### Study material
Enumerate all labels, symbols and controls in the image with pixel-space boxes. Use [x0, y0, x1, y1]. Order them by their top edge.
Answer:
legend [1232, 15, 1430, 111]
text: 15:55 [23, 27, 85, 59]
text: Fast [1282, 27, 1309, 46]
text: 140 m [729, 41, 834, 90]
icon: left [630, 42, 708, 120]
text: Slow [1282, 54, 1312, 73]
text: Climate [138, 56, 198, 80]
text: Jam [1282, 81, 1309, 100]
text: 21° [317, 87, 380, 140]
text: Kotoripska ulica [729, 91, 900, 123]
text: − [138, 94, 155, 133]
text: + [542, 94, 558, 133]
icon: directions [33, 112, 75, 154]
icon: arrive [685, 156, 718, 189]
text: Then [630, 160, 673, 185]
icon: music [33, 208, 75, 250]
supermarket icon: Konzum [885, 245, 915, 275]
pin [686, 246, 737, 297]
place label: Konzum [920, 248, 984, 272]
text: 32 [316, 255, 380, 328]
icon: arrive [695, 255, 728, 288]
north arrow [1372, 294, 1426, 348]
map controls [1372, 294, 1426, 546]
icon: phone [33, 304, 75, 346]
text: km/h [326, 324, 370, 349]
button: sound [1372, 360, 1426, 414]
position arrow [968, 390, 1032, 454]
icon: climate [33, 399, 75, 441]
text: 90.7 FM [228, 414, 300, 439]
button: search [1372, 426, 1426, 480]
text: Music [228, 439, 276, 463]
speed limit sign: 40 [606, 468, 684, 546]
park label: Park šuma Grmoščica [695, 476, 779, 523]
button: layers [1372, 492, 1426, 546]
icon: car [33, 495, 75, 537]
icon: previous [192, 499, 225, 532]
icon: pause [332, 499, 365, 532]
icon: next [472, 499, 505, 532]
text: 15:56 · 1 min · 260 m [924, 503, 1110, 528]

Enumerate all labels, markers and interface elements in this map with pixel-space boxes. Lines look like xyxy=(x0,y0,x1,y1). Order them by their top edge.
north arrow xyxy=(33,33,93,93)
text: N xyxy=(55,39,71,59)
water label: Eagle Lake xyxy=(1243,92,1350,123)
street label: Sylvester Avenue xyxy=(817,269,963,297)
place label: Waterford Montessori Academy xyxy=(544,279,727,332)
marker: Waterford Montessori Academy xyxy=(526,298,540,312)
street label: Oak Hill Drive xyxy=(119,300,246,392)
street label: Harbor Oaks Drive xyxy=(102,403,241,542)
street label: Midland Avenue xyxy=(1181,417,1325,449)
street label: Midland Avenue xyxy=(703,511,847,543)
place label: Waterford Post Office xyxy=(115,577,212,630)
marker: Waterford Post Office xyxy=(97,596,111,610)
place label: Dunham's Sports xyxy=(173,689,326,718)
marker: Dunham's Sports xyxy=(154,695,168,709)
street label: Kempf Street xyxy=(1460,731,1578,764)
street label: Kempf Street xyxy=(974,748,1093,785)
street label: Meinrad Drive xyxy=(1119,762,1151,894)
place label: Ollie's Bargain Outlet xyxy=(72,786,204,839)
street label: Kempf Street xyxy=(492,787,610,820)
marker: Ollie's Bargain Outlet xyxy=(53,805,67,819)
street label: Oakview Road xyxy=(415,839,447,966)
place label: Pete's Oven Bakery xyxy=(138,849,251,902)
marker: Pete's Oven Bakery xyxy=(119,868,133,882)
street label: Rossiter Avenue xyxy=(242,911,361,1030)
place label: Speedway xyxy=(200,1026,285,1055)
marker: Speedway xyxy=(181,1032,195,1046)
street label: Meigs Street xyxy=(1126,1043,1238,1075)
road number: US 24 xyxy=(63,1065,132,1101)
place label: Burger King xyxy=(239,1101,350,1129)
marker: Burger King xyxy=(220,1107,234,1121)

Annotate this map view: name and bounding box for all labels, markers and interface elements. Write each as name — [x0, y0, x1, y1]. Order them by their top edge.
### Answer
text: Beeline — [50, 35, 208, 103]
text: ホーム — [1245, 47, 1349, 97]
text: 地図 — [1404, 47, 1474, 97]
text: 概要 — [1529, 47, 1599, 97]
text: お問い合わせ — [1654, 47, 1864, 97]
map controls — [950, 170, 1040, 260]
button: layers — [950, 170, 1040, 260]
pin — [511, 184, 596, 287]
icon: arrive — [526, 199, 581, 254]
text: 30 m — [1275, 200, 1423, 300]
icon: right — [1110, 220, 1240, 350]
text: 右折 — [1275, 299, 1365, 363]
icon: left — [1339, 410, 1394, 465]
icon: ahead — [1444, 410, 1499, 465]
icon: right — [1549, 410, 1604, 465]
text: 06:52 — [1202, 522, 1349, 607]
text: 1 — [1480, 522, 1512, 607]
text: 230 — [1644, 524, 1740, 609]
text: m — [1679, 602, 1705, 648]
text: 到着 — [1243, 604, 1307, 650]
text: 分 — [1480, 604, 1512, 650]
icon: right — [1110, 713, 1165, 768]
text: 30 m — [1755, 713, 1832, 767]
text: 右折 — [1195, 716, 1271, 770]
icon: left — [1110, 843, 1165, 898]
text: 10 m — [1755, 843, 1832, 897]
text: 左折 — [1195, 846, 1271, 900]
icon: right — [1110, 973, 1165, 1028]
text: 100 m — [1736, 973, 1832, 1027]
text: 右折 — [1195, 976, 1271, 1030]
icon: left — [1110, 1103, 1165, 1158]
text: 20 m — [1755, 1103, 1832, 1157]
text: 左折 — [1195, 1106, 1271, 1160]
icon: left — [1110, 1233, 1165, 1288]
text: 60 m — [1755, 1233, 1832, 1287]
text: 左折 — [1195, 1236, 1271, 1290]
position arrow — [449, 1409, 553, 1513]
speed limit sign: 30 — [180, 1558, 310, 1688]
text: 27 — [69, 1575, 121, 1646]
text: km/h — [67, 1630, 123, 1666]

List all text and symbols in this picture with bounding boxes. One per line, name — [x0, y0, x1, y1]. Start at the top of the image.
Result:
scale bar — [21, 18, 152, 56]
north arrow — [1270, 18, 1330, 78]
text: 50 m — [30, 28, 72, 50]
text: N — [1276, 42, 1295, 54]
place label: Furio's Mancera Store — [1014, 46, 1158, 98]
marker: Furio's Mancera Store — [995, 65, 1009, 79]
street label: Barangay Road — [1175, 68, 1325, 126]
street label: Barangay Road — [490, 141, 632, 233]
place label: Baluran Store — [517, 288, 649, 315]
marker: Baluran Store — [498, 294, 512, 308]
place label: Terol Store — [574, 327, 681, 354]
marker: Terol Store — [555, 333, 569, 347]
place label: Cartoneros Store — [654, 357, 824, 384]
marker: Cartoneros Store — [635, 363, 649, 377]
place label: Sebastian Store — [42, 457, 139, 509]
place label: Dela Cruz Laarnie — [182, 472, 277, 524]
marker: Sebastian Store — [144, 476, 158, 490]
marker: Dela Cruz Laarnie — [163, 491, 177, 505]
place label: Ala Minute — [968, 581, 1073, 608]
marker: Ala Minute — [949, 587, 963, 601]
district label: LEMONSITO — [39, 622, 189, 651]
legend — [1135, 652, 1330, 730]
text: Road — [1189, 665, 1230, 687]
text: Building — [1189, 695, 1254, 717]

### Prompt
Output each line of the listing above that has "markers".

### Answer for this exercise
Enumerate all labels, markers and interface elements in this map with pixel-space boxes. Lines look like xyxy=(x0,y0,x1,y1). Order them by their top edge.
Annotate this map view: name and bounding box for all labels, markers and interface elements. Write each as name — [x0, y0, x1, y1]. Order them by their top edge.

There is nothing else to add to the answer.